This allows us to go to competition with a main driver station, a back up and a back up back up just in case.


This, a million times. I also strongly recommend Lenovo, the P series or the T series. These are serious business class machines that can be repair fairly reasonably by the user with components that are not horribly overpriced. They have sturdy chassis, can take reasonable amount of abuse, and have good support and drivers. You will pay a premium for the Lenovo, but it’s a for a reason.

I recommend you splurge for the largest batteries you can get. Also, immediately install right angle usb connectors to save the USB ports. The USB ports on driver stations computers and programming laptops get horrible abused.

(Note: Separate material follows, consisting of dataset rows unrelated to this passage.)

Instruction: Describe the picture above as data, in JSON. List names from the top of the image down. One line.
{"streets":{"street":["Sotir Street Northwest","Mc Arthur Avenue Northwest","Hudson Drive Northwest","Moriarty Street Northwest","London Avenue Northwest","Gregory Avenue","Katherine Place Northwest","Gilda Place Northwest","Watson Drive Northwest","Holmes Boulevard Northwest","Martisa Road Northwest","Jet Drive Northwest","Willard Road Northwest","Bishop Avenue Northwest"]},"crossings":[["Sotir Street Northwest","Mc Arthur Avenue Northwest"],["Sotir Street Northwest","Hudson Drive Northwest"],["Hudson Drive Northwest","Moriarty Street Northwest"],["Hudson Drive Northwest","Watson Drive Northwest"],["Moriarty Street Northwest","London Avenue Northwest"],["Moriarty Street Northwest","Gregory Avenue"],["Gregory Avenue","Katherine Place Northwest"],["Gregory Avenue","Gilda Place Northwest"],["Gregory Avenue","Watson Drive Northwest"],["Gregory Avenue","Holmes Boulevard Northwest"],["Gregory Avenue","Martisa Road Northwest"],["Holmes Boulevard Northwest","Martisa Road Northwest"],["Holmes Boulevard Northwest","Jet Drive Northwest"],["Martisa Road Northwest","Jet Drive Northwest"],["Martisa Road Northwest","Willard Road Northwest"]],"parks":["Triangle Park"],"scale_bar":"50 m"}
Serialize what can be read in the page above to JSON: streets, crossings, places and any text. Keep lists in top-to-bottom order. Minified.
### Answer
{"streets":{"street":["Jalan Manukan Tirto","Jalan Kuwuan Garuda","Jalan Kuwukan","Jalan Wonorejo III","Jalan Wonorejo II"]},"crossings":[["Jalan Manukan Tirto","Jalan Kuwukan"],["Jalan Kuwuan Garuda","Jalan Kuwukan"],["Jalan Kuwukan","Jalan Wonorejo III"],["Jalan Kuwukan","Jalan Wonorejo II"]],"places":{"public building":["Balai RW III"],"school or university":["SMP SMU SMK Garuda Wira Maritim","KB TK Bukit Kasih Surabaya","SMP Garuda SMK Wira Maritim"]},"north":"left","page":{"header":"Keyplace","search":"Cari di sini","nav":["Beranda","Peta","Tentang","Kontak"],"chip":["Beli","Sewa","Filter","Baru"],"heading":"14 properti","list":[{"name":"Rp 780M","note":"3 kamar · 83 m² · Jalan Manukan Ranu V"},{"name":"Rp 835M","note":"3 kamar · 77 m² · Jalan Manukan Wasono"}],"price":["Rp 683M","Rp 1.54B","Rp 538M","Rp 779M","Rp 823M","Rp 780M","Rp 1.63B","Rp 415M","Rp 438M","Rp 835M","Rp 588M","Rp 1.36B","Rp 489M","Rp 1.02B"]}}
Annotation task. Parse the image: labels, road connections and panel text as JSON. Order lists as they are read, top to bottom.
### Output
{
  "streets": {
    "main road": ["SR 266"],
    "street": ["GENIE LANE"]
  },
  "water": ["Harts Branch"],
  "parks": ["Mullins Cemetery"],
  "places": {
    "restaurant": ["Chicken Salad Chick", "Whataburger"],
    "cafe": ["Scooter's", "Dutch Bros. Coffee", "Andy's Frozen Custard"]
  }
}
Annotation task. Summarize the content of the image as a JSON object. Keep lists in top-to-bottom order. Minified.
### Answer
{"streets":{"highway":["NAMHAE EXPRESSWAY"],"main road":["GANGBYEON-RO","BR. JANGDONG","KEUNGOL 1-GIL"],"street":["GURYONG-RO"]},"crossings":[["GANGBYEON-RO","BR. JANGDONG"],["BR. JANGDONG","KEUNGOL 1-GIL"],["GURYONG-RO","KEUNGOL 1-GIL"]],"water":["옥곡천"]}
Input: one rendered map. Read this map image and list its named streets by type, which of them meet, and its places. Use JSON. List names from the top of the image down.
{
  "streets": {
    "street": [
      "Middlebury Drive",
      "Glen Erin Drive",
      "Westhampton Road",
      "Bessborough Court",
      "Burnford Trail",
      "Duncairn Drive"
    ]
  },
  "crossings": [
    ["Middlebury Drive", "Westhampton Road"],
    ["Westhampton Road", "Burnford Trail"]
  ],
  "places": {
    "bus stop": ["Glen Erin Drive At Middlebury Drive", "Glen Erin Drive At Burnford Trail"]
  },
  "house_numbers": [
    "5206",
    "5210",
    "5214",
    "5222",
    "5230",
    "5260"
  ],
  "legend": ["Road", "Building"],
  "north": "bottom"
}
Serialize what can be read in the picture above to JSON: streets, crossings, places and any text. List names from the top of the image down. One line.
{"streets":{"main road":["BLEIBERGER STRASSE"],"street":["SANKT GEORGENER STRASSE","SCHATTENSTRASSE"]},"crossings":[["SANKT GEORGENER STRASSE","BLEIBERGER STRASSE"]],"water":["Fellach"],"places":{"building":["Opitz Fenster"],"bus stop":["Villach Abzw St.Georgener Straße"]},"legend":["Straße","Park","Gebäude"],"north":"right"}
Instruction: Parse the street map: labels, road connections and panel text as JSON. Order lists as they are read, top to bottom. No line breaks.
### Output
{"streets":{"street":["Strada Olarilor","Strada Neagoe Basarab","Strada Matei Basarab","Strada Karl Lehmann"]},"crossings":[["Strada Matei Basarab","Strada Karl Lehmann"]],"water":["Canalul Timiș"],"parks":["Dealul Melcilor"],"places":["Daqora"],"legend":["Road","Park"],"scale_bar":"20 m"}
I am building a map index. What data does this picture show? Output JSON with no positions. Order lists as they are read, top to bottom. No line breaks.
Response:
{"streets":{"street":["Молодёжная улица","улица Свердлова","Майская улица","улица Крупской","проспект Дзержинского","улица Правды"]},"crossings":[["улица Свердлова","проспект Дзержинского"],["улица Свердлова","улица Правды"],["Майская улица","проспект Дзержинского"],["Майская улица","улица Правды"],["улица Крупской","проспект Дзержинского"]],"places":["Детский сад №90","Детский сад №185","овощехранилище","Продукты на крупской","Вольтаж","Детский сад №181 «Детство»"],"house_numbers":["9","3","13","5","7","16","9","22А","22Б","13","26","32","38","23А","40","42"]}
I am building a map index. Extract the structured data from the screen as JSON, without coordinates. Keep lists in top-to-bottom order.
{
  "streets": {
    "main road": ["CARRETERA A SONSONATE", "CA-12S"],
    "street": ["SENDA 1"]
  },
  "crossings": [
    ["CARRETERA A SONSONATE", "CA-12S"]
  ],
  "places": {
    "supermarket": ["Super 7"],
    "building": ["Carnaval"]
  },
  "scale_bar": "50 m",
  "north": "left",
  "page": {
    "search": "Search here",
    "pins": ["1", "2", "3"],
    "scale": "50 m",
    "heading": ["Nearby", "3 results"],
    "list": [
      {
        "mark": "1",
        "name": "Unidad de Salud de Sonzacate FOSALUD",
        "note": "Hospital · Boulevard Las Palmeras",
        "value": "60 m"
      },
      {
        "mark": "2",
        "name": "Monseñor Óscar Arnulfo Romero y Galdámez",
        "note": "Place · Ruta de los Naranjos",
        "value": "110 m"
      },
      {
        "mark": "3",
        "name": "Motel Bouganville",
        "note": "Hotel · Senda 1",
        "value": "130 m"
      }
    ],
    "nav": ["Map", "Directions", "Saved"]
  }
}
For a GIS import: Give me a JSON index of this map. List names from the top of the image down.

Use a piece of tape over the right angle usb connectors so people don’t remove them.

I use a P50 and P51 for all our cad work. It’s a workstation class that requires a much bigger power brick, but runs a quadro video card.

We have less powerful machines for the programming and driver station computers. Those don’t need much power, to be honest.

Lenovo has their own refurbished computer website. They have a stupidly fast P53 on there right now for $1600 if you want a serious machine (32 gigs ram, nvidia quadro rtx 4000 max Q). The have more reasonable P53’s with quadro T2000’s for $900. They have a decent T590 that has intel UHD graphics that would work fantastically for a programming / driver station for $700.


Thanks so much! I’ll be looking into this!

I know you have probably already handled this, but I will recommend anyway:

The single best bang-for-your-buck is Dell Refurbished Off Lease Refurbished Laptops

The refurbished standard is so good, I have never found any scratches or defects. All laptops get new batteries and chargers as well.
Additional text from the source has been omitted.